Choosing InfiniBand or Ethernet? Ethernet-based AI Networking to grow at over 100% CAGR

DriveNets Highlights AI/ML Network Performance at a High Scale, with Broadcom’s Jericho 2C+ and Jericho 3-AI.

DriveNets has announced that its Network Cloud-AI software, supporting Broadcom’s Jericho 3-AI-based white boxes and Ramon 3 chipset, is now available for order and also revealed some very impressive performance results. 

One of the highlights being a 10% reduction in Job Completion Time (JCT) with the ability to scale out to 32K 800G ports in a cluster. That is a lot of AI/ML servers and GPUs in a single cluster, but is a scale many customers are planning for in the 800G networking generation.

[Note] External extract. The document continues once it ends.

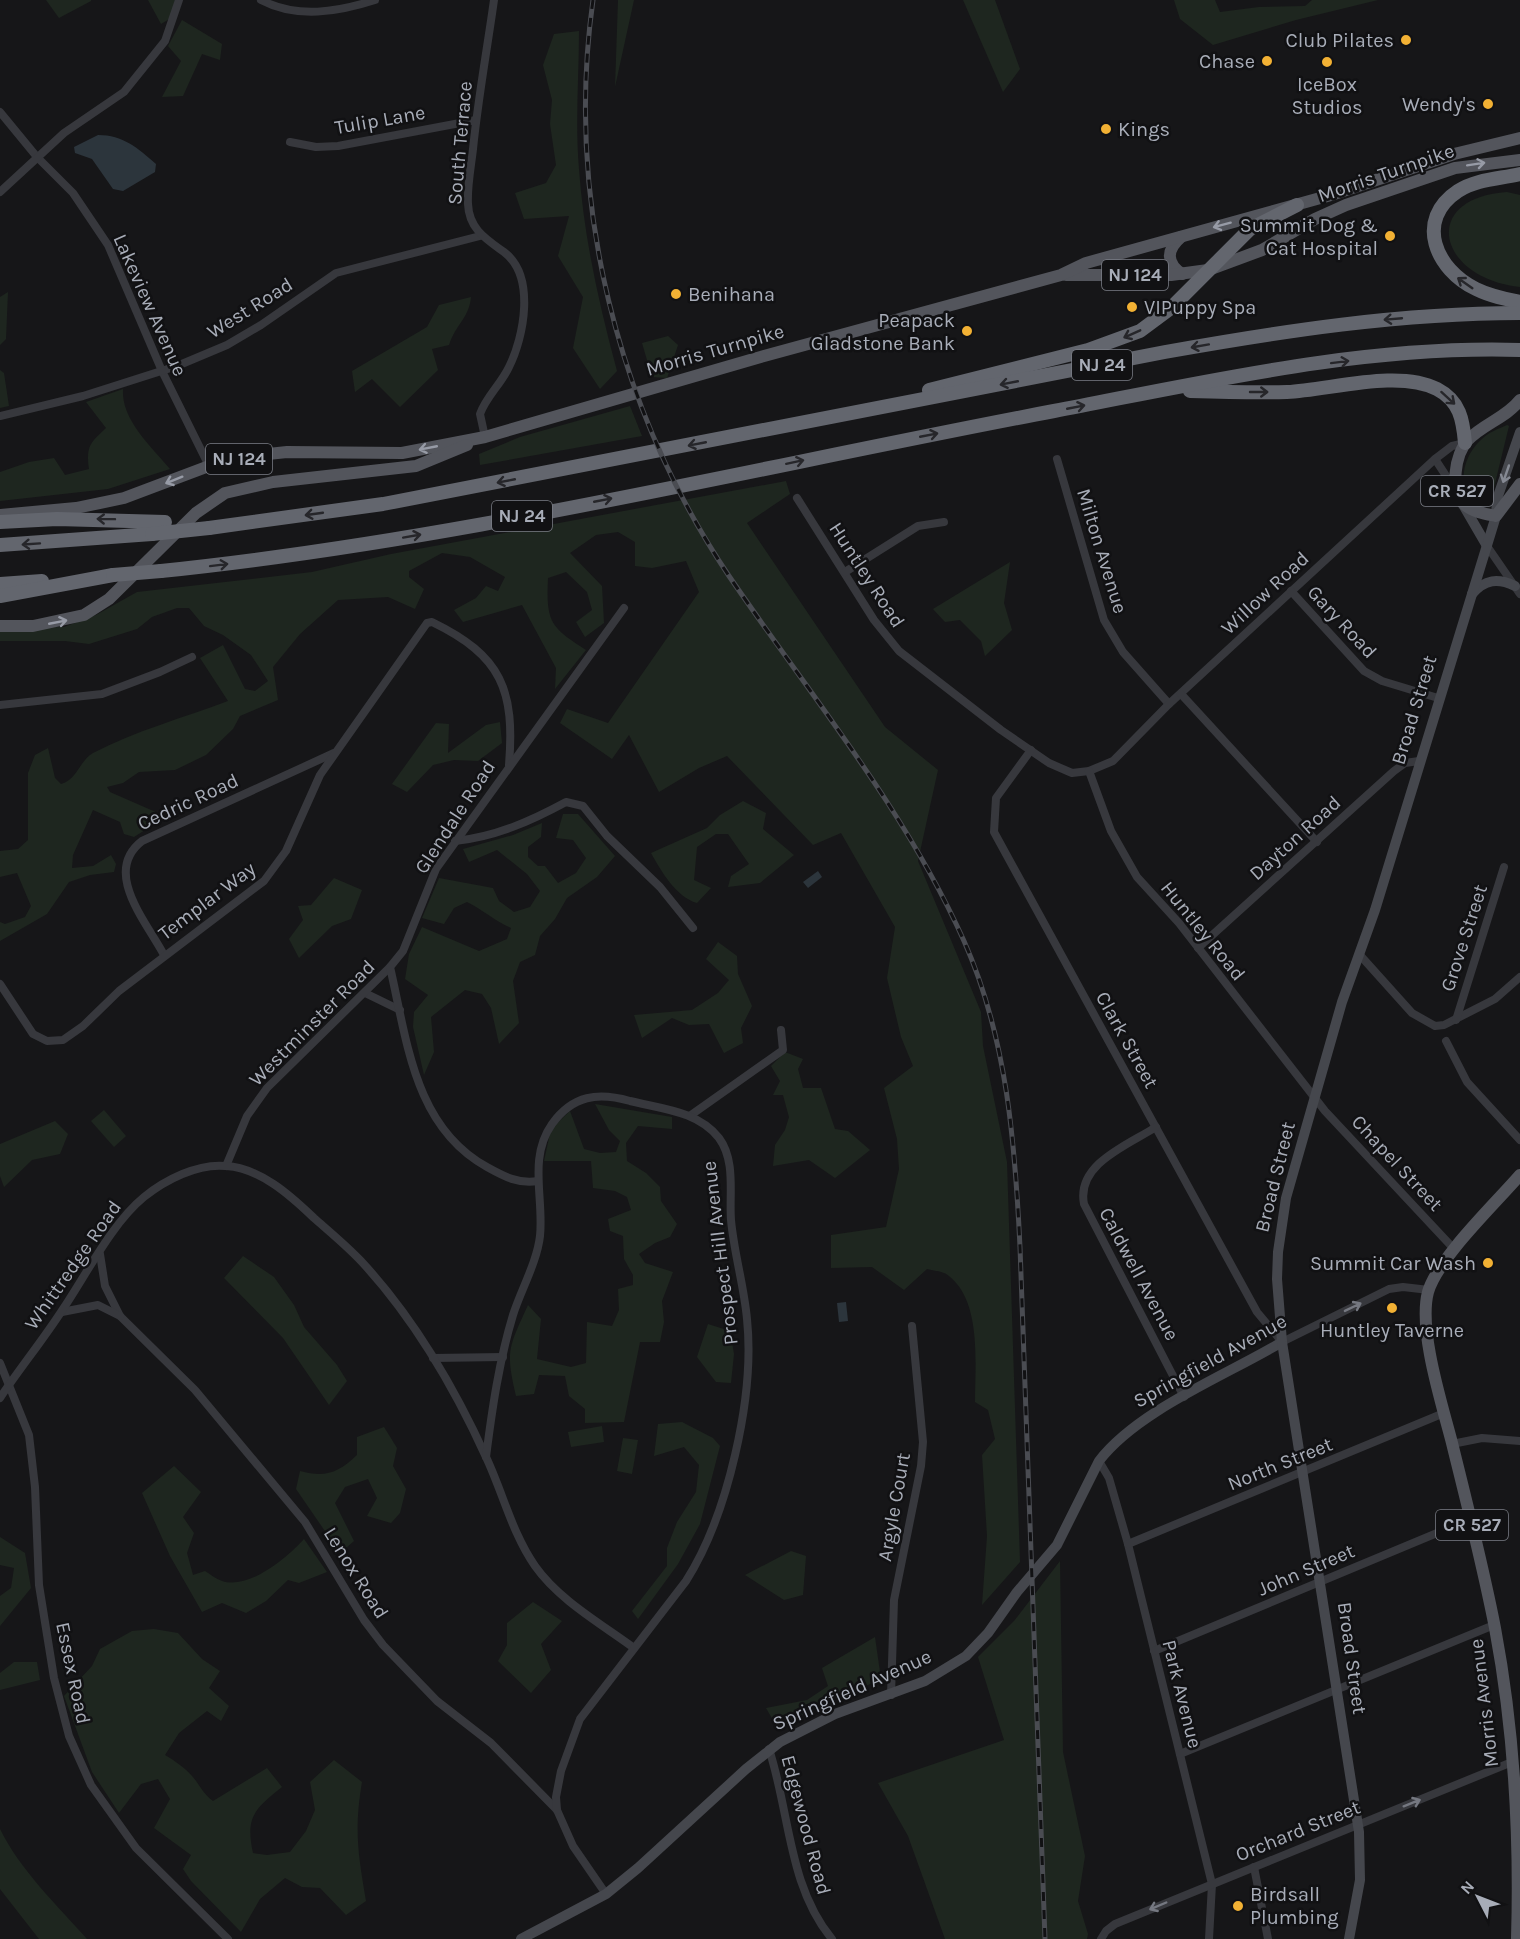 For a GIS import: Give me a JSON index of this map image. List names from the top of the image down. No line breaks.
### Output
{"streets":{"highway":["NJ 24"],"main road":["Morris Turnpike","NJ 124","CR 527","Broad Street","Springfield Avenue","Morris Avenue"],"street":["Tulip Lane","South Terrace","Lakeview Avenue","West Road","Milton Avenue","Huntley Road","Willow Road","Gary Road","Cedric Road","Glendale Road","Dayton Road","Templar Way","Grove Street","Westminster Road","Clark Street","Chapel Street","Prospect Hill Avenue","Whittredge Road","Caldwell Avenue","North Street","Argyle Court","John Street","Lenox Road","Essex Road","Park Avenue","Edgewood Road","Orchard Street"]},"crossings":[["Tulip Lane","South Terrace"],["South Terrace","West Road"],["Morris Turnpike","NJ 124"],["NJ 124","Lakeview Avenue"],["Lakeview Avenue","West Road"],["CR 527","Willow Road"],["CR 527","Broad Street"],["CR 527","Chapel Street"],["CR 527","Springfield Avenue"],["CR 527","Morris Avenue"],["Milton Avenue","Willow Road"],["Huntley Road","Willow Road"],["Huntley Road","Broad Street"],["Huntley Road","Dayton Road"],["Huntley Road","Clark Street"],["Huntley Road","Chapel Street"],["Willow Road","Gary Road"],["Gary Road","Broad Street"],["Broad Street","Dayton Road"],["Broad Street","Clark Street"],["Broad Street","Chapel Street"],["Broad Street","Springfield Avenue"],["Broad Street","North Street"],["Broad Street","John Street"],["Broad Street","Orchard Street"],["Cedric Road","Templar Way"],["Glendale Road","Templar Way"],["Glendale Road","Westminster Road"],["Westminster Road","Whittredge Road"],["Clark Street","Caldwell Avenue"],["Clark Street","Springfield Avenue"],["Prospect Hill Avenue","Whittredge Road"],["Prospect Hill Avenue","Lenox Road"],["Whittredge Road","Lenox Road"],["Whittredge Road","Essex Road"],["Caldwell Avenue","Springfield Avenue"],["Springfield Avenue","Argyle Court"],["Springfield Avenue","Lenox Road"],["Springfield Avenue","Park Avenue"],["Springfield Avenue","Morris Avenue"],["Springfield Avenue","Edgewood Road"],["North Street","Park Avenue"],["North Street","Morris Avenue"],["John Street","Park Avenue"],["John Street","Morris Avenue"],["Park Avenue","Orchard Street"],["Morris Avenue","Orchard Street"]],"places":["Club Pilates","Chase","IceBox Studios","Wendy's","Kings","Summit Dog & Cat Hospital","Benihana","VIPuppy Spa","Peapack Gladstone Bank","Summit Car Wash","Huntley Taverne","Birdsall Plumbing"],"north":"top left"}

AI/ML Ethernet is on a journey to become a multi-billion dollar market and help the Ethernet Switch market grow to over $30B by 2027, a remarkable stat for the power and scale of Ethernet. Data center switching bandwidth in AI continues to become a more significant part of the mix, growing at over 100% CAGR. With more and more customers using Ethernet for AI, AI is helping drive the switching market revenue to grow even faster than the traditional server access market.

Figure 1

DriveNets Network Cloud-AI is based on OCP’s Distributed Disaggregated Chassis (DDC) architecture, and that topology was showcased in the OCP experience center. We were impressed with the increased momentum around DDC as both hyperscaler and traditional Telco customers embrace the technology. The main value of DDC over a standard Ethernet Clos architecture is that its distributed cell-based fabric provides a predictable lossless Ethernet connectivity that minimizes GPU idel cycles and maximizes the utilization of the AI hardware.  Its improved JCT performance and ultra-fast recovery which supports seamless failure mitigation, provides similar benefits to InfiniBand with the openness of Ethernet.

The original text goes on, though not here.